We were told that the department was absolutely paralyzed for five to six months because it was using its entire staff simply to categorize these pictures. We are talking about something voluminous, something huge. We are not talking about if, maybe and perhaps these things might happen. The Toronto unit alone has confiscated 750,000 pictures since January 1.
There is a terrible problem out there. We certainly do not need to reinforce the opportunity for this to happen by allowing artistic merit or a lack of the definition of “luring”, little things like that, to give an opening to those who would traffic in child pornography. We do not need to do that.

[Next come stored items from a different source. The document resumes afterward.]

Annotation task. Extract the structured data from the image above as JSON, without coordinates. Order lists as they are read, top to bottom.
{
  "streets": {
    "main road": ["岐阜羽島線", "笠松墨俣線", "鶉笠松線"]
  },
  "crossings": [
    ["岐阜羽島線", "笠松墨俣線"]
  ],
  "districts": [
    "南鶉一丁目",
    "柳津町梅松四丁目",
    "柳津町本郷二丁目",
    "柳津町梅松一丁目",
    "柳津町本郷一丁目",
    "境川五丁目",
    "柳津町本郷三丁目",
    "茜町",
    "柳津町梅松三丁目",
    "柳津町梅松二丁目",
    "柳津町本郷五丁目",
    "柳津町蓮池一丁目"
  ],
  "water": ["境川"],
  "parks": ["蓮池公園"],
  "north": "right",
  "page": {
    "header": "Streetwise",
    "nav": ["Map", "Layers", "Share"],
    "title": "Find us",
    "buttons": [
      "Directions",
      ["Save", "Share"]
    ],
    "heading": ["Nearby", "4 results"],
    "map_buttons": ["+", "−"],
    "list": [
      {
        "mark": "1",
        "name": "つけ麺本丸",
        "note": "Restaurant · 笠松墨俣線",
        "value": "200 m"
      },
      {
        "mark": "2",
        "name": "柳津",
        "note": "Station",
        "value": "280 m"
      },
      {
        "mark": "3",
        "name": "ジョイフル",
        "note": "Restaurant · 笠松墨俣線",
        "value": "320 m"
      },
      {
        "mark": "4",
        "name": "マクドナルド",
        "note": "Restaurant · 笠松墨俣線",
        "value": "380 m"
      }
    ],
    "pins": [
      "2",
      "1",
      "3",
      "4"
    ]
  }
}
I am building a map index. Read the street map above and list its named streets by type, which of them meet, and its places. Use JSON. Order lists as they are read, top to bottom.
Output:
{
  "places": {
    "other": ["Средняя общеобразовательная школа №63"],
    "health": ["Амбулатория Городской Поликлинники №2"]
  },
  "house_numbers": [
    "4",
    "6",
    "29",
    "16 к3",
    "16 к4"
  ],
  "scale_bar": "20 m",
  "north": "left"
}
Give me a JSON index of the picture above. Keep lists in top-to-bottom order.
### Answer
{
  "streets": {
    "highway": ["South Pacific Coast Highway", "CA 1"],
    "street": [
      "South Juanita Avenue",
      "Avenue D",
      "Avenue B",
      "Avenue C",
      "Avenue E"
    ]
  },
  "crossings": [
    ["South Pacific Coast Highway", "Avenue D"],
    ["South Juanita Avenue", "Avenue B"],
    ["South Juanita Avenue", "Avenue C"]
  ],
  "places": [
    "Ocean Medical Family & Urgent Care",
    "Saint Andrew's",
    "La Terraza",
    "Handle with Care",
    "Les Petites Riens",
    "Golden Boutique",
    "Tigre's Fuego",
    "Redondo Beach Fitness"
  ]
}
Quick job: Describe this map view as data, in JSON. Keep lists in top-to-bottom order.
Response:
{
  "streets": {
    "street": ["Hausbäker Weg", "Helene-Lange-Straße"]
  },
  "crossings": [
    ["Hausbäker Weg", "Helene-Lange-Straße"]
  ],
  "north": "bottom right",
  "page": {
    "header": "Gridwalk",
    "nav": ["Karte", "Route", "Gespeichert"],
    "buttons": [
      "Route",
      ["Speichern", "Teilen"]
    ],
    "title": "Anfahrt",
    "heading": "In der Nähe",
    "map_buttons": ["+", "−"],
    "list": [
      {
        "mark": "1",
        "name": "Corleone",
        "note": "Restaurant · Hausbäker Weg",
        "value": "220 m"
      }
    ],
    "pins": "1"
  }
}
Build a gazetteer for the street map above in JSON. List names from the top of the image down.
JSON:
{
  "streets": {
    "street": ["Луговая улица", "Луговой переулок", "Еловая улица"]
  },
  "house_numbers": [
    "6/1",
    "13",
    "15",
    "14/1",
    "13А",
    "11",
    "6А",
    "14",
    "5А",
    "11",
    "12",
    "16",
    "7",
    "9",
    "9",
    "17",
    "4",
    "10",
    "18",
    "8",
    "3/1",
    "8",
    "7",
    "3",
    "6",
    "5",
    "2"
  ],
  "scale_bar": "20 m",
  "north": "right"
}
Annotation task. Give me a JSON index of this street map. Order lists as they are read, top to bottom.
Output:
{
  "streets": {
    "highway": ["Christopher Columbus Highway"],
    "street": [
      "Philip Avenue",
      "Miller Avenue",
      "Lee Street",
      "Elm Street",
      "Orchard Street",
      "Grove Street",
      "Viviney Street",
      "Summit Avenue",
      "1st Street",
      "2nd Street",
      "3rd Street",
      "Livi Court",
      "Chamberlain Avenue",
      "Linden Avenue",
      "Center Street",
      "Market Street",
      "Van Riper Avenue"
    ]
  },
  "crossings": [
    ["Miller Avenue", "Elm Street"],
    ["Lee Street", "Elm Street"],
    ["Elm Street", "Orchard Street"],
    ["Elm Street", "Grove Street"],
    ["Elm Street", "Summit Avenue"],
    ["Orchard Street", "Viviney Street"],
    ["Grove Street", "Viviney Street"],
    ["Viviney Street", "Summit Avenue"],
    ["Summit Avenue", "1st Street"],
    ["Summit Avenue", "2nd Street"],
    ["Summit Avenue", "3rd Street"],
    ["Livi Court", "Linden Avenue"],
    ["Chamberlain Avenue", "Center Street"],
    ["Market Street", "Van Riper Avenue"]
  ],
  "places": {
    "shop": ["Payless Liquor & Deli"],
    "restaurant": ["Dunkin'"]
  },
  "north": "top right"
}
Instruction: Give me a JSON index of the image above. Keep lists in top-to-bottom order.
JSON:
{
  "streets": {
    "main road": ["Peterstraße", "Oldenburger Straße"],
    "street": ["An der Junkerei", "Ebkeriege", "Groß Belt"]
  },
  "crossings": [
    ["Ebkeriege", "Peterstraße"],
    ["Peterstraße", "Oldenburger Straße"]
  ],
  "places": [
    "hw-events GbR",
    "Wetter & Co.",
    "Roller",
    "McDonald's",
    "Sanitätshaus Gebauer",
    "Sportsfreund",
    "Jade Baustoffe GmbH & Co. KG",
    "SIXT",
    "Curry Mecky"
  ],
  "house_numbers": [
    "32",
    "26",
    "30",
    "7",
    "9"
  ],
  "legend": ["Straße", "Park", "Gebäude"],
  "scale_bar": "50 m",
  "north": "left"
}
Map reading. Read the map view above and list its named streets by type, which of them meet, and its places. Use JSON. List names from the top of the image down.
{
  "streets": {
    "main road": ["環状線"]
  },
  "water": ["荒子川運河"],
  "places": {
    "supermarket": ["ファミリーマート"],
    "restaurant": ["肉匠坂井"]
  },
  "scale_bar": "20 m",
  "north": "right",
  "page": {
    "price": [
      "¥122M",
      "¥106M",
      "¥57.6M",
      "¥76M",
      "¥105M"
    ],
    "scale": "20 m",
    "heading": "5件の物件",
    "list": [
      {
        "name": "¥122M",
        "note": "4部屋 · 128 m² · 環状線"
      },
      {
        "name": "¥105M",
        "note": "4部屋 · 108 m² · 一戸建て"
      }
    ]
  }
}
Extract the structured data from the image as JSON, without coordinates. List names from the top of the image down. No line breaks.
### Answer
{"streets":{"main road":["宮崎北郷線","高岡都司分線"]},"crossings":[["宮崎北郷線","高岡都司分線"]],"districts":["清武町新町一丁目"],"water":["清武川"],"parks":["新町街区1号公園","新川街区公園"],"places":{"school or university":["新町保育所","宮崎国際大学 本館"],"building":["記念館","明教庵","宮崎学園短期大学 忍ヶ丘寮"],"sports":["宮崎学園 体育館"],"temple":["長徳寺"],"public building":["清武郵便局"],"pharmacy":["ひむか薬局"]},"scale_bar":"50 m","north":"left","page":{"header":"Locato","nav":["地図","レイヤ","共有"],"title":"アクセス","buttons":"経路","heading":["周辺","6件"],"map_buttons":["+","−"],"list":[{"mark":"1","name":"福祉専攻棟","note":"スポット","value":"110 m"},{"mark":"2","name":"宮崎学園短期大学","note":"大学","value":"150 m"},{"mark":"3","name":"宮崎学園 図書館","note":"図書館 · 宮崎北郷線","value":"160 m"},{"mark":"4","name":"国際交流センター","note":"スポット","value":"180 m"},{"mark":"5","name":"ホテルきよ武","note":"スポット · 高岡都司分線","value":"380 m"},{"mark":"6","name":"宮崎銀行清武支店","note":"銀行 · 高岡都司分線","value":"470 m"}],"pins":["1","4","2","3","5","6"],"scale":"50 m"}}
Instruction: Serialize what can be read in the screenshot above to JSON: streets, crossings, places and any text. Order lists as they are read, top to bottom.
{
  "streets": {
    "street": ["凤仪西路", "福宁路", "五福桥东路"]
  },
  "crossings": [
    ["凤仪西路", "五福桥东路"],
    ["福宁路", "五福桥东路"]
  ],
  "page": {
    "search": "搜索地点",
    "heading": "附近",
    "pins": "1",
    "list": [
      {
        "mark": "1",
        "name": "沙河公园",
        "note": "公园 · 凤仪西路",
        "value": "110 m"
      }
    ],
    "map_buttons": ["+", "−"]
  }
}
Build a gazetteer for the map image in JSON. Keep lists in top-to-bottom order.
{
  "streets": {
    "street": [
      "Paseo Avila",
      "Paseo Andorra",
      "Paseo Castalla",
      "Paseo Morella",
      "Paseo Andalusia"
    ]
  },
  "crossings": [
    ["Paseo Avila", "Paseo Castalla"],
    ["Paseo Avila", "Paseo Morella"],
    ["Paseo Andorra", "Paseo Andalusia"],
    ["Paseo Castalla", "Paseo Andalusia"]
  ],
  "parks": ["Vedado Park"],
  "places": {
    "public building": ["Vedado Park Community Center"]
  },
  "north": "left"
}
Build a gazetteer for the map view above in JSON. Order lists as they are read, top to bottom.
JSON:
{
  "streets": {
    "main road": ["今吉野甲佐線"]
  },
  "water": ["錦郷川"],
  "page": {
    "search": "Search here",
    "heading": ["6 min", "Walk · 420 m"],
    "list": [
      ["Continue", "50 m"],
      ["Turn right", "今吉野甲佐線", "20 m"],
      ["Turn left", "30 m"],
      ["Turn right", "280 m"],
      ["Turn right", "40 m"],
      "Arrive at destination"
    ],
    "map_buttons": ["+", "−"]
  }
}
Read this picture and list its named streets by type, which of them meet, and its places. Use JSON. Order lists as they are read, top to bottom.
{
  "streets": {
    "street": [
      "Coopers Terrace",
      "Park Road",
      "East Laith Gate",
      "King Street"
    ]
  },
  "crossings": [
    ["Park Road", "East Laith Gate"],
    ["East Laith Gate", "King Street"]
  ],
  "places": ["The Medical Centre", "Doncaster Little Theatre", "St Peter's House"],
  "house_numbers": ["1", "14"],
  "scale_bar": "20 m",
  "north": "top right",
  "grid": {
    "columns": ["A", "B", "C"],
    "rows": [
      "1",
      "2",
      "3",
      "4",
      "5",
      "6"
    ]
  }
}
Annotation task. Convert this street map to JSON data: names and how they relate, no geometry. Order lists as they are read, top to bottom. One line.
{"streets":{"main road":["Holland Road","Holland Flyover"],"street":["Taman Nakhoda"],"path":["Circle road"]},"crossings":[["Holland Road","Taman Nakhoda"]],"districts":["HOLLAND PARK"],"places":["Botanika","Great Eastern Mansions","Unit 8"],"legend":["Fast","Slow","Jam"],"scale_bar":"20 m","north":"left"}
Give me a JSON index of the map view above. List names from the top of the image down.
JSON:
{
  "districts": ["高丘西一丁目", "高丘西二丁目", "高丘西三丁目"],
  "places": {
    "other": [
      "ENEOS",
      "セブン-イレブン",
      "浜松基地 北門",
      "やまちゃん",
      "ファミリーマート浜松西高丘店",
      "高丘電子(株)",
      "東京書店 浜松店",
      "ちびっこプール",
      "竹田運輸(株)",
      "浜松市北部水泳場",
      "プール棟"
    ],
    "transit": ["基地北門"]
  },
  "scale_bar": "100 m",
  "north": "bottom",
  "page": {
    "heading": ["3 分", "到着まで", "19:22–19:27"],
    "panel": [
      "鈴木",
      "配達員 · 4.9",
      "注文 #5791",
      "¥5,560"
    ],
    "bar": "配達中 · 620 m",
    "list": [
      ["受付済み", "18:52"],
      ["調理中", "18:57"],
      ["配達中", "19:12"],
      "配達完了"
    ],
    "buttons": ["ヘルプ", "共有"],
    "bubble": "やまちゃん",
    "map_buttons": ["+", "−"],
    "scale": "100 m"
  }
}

Mr. David Griffin of the Canadian Police Association said these words, to the best of my being able to write them down, “If you hear the kind of sentences given out by judges to people guilty of these crimes, it would make you sicker than the pictures”. That is where I am coming from. I am sick of the lack of proper treatment of those who are ruining and destroying the lives of our young people by involving them in the production of pornography by feeding them pornography in order to use them in other ways.
We have to tighten this up. This is not yet enough. We need to go much further than this legislation goes. We owe it to the children, to the parents, to the future of this nation to put out legislation that would demonstrate some sort of backbone in parliament.